Stock Markets April 27, 2026 02:14 AM

Aspo posts slight Q1 sales decline as shipping drags on margins

Shipping weakness and higher fuel costs weigh on comparable EBITA despite stronger performance at Telko and a strategic divestment

By Marcus Reed
Aspo posts slight Q1 sales decline as shipping drags on margins

Finnish industrial conglomerate Aspo reported a 1.7% year-over-year fall in first-quarter net sales from continuing operations to EUR 114.1 million. Comparable EBITA from continuing operations slipped, mainly because of reduced profitability at ESL Shipping amid soft demand early in the quarter and elevated fuel costs tied to the war in Iran. Other units, led by Telko, delivered volume gains and margin recovery, while the sale of Leipurin boosted free cash flow and the balance sheet.

Key Points

  • Aspo's first-quarter net sales from continuing operations fell 1.7% year-over-year to EUR 114.1 million, primarily due to weakness in the shipping division.
  • Comparable EBITA from continuing operations declined mainly because of reduced profitability at ESL Shipping, which faced weak early-quarter demand and higher fuel costs related to the war in Iran.
  • Telko delivered volume growth and better profitability through margin management and some price recovery; the Leipurin divestment increased free cash flow and strengthened the balance sheet.

Finnish group Aspo said on Monday that net sales from continuing operations in the first quarter fell 1.7% compared with the same period a year earlier, landing at EUR 114.1 million. The company described the decline as driven by softness in its shipping activities that offset growth recorded in other parts of the business.

Comparable EBITA from continuing operations edged lower in the quarter. The company attributed the reduction principally to lower profitability at its shipping arm, ESL Shipping. Aspo said ESL Shipping experienced weak demand in the early part of the quarter and faced higher fuel costs connected to the war in Iran, factors that weighed on margins.
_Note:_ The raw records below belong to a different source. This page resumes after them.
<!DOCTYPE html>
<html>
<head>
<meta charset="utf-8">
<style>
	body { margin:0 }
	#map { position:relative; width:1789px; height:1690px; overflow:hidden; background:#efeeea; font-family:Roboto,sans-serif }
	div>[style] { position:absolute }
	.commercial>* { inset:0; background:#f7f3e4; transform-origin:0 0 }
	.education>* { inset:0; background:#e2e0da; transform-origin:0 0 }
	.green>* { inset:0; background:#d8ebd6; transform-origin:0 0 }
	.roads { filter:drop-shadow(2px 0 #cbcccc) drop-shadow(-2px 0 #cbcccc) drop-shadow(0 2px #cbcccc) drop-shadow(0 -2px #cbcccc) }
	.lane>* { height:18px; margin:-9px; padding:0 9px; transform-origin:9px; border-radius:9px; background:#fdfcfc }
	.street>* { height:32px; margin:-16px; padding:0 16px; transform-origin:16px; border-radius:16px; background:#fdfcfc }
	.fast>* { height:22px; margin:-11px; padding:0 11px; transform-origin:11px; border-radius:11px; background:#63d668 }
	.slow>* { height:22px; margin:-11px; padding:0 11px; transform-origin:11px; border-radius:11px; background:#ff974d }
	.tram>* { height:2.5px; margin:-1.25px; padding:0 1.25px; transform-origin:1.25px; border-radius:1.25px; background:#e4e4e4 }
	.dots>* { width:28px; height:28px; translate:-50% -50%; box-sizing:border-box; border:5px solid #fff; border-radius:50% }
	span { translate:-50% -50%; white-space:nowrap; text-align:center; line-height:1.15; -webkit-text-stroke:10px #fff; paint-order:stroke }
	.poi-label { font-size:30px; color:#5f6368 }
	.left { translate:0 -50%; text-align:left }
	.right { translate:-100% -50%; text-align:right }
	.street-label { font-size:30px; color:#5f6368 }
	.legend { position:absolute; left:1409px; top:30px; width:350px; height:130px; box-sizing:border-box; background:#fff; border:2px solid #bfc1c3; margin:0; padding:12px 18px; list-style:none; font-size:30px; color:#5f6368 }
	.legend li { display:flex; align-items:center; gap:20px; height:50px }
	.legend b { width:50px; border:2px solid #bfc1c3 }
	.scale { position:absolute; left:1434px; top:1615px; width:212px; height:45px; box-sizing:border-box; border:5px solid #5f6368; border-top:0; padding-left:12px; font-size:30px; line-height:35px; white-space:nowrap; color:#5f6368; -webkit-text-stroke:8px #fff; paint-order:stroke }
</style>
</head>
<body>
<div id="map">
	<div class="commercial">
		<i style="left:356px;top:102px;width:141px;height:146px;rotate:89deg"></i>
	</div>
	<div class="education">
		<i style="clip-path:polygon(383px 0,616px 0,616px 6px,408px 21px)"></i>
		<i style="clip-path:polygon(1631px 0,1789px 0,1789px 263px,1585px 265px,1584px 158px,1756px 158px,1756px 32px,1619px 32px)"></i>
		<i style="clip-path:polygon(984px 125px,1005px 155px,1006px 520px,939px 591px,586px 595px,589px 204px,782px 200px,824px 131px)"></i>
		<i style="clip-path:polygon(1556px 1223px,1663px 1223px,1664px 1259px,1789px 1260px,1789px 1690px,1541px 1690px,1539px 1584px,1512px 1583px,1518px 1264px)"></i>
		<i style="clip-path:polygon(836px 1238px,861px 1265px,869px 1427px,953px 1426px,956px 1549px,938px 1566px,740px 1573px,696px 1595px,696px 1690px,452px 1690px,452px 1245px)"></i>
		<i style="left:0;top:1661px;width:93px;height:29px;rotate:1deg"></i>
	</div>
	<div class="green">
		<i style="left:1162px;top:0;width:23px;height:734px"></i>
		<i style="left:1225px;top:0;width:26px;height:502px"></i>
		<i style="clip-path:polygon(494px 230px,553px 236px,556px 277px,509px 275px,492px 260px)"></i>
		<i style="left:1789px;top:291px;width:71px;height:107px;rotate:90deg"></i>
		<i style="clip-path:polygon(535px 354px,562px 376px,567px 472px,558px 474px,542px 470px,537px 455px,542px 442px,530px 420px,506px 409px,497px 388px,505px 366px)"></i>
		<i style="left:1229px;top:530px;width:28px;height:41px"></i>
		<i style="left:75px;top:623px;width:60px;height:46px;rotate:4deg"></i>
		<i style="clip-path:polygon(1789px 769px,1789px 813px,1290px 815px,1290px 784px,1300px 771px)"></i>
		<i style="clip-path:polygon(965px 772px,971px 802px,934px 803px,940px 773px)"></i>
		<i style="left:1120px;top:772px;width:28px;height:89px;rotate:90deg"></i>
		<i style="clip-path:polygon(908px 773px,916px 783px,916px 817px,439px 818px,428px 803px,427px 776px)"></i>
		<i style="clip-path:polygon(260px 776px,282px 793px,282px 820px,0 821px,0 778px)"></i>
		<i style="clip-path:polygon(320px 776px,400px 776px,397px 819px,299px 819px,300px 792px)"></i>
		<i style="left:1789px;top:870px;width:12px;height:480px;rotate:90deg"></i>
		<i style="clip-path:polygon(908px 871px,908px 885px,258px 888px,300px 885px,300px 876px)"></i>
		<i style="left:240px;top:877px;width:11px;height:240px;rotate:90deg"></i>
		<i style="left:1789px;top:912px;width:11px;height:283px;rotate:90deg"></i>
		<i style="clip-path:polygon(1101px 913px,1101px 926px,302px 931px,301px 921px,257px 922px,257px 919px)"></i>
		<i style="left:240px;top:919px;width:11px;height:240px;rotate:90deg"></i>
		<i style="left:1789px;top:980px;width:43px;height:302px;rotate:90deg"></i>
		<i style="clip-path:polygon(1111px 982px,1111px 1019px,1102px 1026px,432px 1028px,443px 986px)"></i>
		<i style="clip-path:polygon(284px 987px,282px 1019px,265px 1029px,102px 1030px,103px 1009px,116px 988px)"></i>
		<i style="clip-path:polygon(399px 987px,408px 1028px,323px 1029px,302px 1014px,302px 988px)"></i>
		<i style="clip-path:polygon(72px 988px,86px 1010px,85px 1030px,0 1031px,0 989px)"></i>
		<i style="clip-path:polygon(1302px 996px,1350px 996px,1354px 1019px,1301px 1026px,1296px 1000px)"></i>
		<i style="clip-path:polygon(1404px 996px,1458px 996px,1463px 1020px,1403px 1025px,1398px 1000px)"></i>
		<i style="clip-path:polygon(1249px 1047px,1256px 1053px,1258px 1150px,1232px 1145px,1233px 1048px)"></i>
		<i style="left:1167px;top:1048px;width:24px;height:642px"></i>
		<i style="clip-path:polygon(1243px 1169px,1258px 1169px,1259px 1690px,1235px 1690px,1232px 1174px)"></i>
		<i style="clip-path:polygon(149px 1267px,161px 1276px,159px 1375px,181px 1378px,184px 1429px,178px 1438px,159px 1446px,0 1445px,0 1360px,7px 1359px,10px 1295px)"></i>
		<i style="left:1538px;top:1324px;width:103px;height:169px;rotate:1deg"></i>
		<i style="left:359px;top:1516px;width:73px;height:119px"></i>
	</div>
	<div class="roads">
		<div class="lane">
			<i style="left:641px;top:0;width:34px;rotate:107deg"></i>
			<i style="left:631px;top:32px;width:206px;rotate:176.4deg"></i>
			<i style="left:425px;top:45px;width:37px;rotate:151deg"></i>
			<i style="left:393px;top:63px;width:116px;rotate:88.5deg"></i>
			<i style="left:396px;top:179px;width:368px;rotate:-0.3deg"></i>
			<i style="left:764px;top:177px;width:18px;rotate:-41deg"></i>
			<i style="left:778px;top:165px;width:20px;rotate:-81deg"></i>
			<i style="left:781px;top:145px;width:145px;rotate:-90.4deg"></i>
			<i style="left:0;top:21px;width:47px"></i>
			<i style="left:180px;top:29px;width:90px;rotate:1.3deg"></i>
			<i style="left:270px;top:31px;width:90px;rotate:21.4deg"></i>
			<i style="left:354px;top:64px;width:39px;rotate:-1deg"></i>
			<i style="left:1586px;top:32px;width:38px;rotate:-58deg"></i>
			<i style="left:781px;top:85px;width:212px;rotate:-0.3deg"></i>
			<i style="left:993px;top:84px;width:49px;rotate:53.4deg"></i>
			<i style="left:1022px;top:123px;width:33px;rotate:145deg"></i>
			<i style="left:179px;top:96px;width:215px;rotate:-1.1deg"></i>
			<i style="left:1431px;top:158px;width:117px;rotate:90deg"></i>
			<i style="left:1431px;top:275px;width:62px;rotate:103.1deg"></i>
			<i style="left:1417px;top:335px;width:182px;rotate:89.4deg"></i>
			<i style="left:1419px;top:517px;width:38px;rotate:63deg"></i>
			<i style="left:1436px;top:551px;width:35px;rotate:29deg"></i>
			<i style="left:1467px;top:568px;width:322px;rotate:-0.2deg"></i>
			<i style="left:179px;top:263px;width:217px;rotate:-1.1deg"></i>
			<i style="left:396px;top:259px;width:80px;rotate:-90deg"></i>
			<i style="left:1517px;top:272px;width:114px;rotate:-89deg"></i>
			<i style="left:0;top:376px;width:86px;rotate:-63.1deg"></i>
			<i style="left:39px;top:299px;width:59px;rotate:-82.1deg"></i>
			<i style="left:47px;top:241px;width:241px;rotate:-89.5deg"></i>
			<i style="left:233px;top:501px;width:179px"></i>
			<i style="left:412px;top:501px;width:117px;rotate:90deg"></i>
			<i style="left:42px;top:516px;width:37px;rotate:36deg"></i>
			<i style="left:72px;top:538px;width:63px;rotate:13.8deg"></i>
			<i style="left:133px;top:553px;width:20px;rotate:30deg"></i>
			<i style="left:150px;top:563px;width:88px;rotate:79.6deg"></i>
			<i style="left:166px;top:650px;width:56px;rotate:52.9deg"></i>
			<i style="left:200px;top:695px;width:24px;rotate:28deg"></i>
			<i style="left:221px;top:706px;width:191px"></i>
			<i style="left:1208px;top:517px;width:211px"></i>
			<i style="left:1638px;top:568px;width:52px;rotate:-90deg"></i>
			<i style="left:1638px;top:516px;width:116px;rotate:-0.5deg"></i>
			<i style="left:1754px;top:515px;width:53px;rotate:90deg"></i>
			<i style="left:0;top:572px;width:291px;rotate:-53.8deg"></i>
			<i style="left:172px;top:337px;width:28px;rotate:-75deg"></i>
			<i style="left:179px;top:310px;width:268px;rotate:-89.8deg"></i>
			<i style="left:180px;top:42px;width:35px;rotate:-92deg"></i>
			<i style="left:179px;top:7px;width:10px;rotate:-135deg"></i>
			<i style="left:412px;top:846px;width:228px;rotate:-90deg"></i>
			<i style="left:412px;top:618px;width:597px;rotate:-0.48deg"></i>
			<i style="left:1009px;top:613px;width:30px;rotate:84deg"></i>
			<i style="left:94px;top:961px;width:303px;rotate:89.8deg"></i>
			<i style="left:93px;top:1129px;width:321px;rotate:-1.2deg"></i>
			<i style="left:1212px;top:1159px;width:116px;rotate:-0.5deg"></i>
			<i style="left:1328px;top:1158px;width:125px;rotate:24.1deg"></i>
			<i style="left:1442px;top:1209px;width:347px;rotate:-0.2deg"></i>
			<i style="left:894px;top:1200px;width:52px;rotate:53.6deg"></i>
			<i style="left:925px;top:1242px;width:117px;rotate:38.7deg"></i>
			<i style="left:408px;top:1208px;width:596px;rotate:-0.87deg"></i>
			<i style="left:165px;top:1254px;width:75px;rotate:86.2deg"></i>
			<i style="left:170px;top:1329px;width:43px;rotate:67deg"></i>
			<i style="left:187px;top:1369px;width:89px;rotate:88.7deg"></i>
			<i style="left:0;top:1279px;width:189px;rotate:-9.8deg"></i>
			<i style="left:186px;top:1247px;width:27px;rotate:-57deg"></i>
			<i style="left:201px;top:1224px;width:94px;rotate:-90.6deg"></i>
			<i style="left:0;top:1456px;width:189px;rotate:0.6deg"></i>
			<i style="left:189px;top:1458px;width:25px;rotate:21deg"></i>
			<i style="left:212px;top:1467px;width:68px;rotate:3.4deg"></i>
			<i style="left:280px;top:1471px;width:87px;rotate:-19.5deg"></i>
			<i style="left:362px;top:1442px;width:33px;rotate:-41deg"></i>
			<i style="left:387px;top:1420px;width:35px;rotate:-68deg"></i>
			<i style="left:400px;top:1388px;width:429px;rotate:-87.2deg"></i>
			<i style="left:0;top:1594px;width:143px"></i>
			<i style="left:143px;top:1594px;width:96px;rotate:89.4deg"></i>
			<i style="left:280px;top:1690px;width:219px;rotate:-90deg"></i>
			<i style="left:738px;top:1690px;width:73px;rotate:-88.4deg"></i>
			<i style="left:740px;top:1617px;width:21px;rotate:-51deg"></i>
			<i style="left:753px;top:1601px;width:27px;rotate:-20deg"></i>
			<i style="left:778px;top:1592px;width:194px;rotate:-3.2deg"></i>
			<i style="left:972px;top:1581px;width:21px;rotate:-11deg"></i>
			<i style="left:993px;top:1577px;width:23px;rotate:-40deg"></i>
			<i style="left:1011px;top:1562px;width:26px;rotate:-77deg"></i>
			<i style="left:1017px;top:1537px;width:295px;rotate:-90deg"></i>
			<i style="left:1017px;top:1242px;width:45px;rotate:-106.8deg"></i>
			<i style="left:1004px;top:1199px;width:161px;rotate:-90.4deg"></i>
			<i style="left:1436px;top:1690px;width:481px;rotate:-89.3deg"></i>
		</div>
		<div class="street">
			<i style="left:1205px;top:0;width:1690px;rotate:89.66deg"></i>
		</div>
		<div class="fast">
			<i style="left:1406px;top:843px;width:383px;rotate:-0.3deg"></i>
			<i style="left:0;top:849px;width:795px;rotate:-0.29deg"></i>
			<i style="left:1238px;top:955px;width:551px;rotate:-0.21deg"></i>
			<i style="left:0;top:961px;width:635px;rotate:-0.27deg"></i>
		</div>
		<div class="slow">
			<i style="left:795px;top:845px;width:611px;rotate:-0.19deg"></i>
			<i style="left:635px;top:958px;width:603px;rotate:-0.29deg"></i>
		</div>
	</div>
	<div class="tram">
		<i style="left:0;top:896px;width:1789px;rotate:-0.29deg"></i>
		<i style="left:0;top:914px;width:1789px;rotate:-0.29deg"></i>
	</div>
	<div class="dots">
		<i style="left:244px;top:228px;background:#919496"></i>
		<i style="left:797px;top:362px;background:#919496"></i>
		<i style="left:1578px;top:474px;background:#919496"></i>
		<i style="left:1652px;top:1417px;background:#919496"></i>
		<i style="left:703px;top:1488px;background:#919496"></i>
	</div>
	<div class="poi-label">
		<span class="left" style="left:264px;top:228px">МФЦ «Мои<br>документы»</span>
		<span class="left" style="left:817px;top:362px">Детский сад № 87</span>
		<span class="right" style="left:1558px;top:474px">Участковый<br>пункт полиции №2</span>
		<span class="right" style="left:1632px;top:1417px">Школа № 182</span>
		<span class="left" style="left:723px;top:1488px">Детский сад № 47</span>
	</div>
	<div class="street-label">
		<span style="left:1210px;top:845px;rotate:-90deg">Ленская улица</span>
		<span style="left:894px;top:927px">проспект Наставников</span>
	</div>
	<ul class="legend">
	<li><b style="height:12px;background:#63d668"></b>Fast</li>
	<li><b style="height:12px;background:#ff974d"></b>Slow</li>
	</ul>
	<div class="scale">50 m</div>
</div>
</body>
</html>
Key financial metrics for the quarter included earnings per share of EUR 0.50 and net income of EUR 16.1 million. Free cash flow amounted to EUR 50 million and return on equity was reported at 37%.

Aspo's Telko division provided a contrasting picture, delivering notable volume growth and improved profitability. Management pointed to margin management and some price recovery as contributors to the uplift in Telko's performance, even as demand was described as modest and average market prices remained lower in its served markets.

During the quarter Aspo completed the divestment of its Leipurin business. The company said the sale bolstered free cash flow and strengthened the balance sheet.

Looking ahead to 2026, Aspo expects comparable EBITA from continuing operations to increase from EUR 29.4 million in 2025. The company cautioned that it foresees a slow economic recovery in its core markets and flagged ongoing geopolitical and trade risks as uncertainties for the outlook.

On the shipping side, management said it expects ESL Shipping demand and spot pricing to improve in 2026. However, the second quarter of the year is likely to face headwinds from high docking activity, which will have an impact on near-term shipping operations.


Summary takeaways - Aspo reported a modest decline in first-quarter net sales to EUR 114.1 million, with comparable EBITA slipping mainly because of ESL Shipping's weaker profitability. Telko posted volume and margin improvements, the Leipurin divestment strengthened cash flow and the balance sheet, and the company expects comparable EBITA to rise in 2026 while noting a slow recovery and geopolitical risks.

Risks

  • Ongoing geopolitical and trade risks could constrain recovery in Aspo's core markets - this may affect shipping and international trade-dependent divisions.
  • High docking activity in the second quarter poses a near-term operational headwind for ESL Shipping, potentially limiting improvements in demand and spot pricing.
  • Elevated fuel costs tied to geopolitical developments, such as the war in Iran, can pressure shipping margins and overall profitability.